## Data excerpt
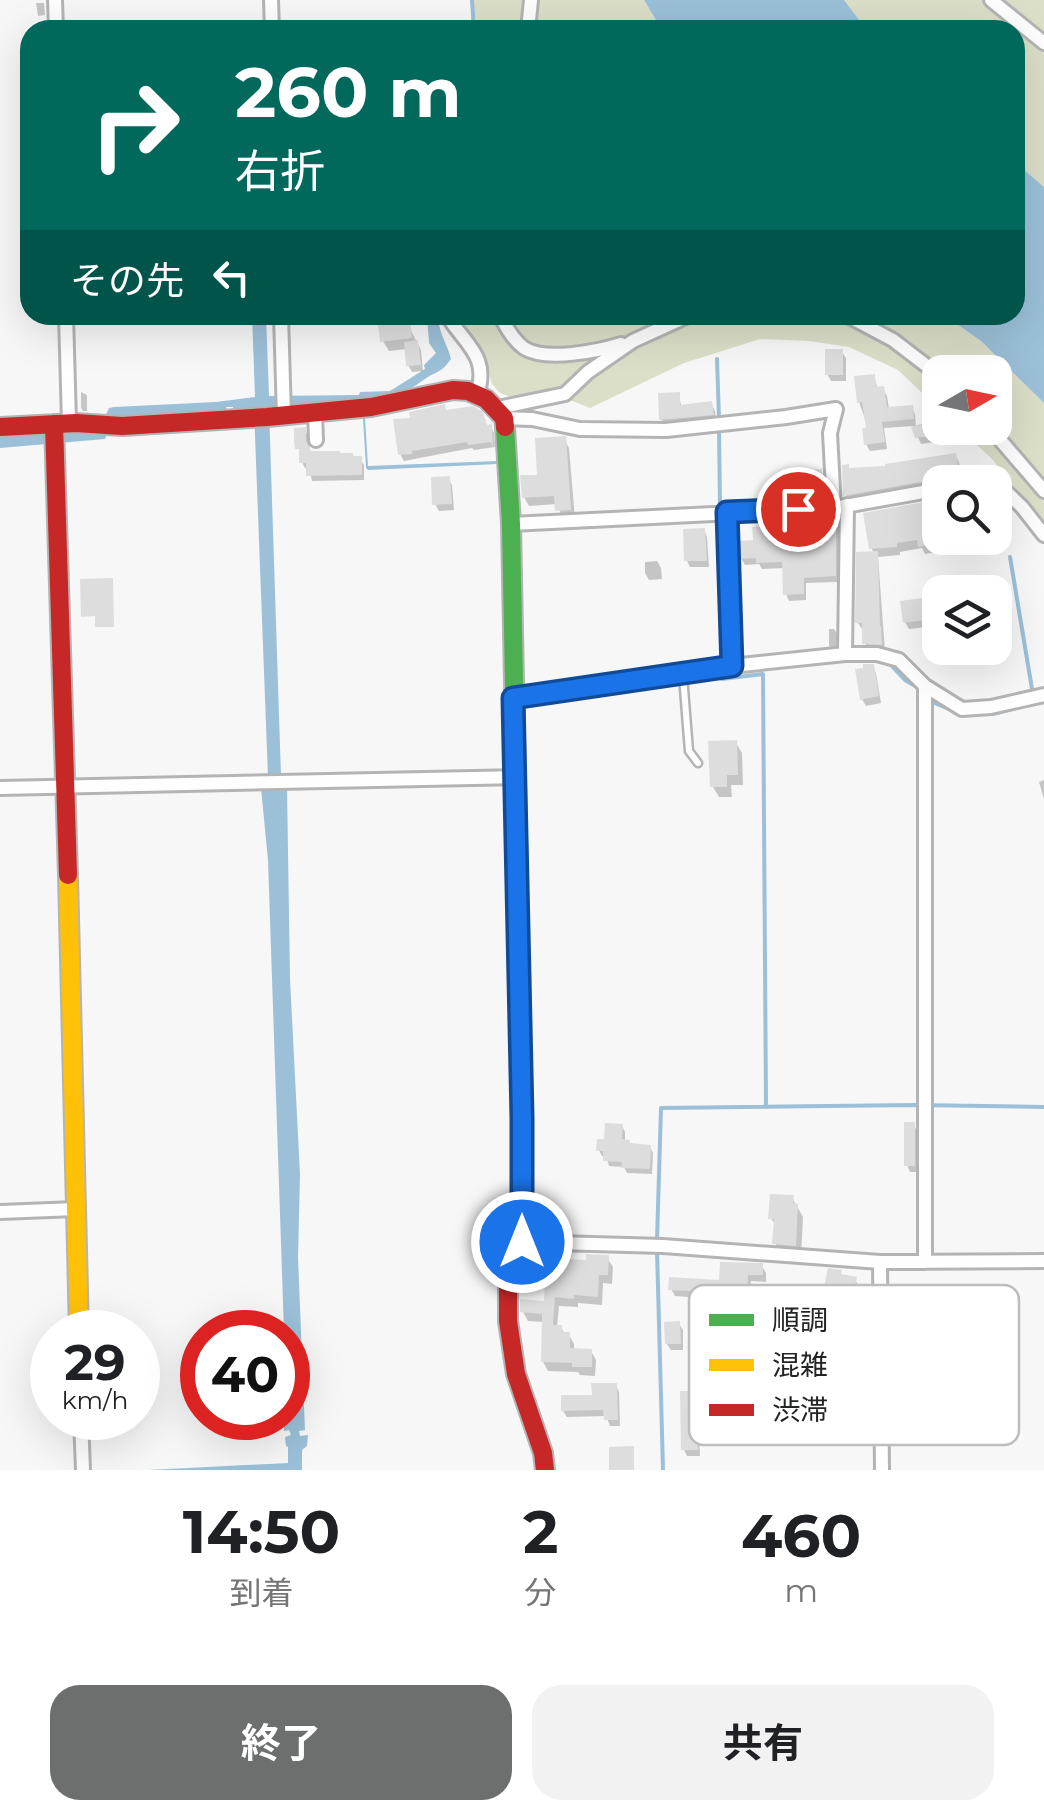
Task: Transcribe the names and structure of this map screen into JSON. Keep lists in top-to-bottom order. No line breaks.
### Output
{"legend":["順調","混雑","渋滞"],"north":"right","page":{"turn":["260 m","右折"],"then":"その先","speed":"29 km/h","limit":"40","eta":["14:50","到着","2","分","460","m"],"buttons":["終了","共有"]}}
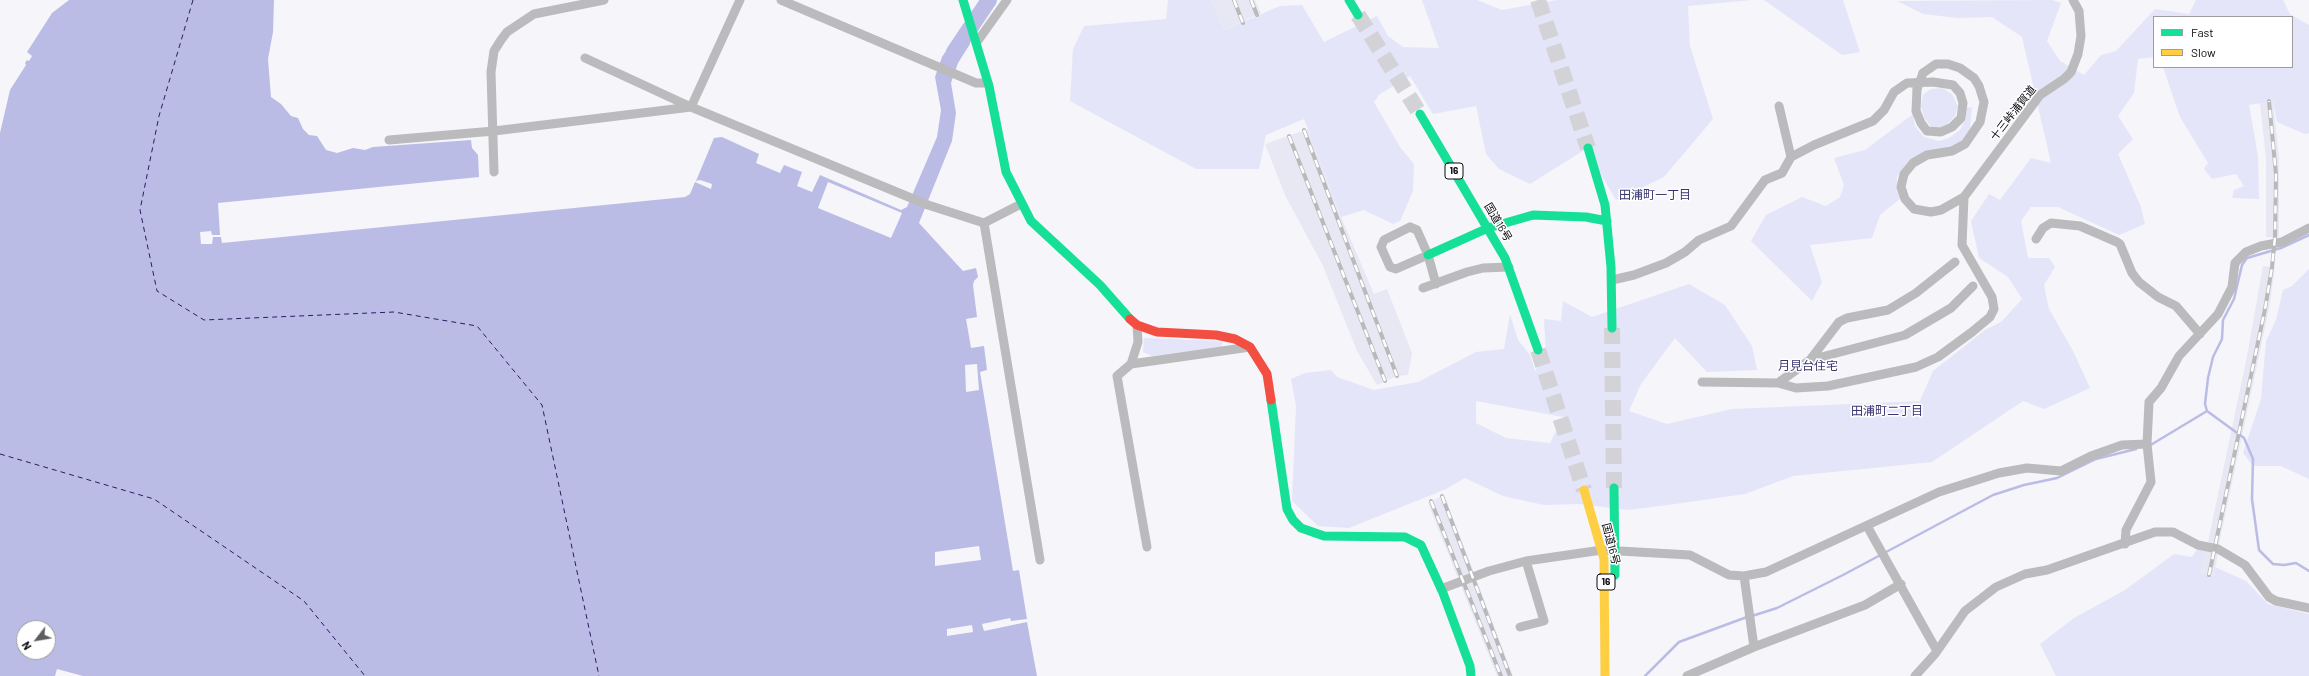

## Directions for this task
From the material above, output every line exactly as written, dropping any picture.

## Exercise solution
Task: Transcribe the names and structure of this map screen into JSON. Keep lists in top-to-bottom order. No line breaks.
### Output
{"legend":["順調","混雑","渋滞"],"north":"right","page":{"turn":["260 m","右折"],"then":"その先","speed":"29 km/h","limit":"40","eta":["14:50","到着","2","分","460","m"],"buttons":["終了","共有"]}}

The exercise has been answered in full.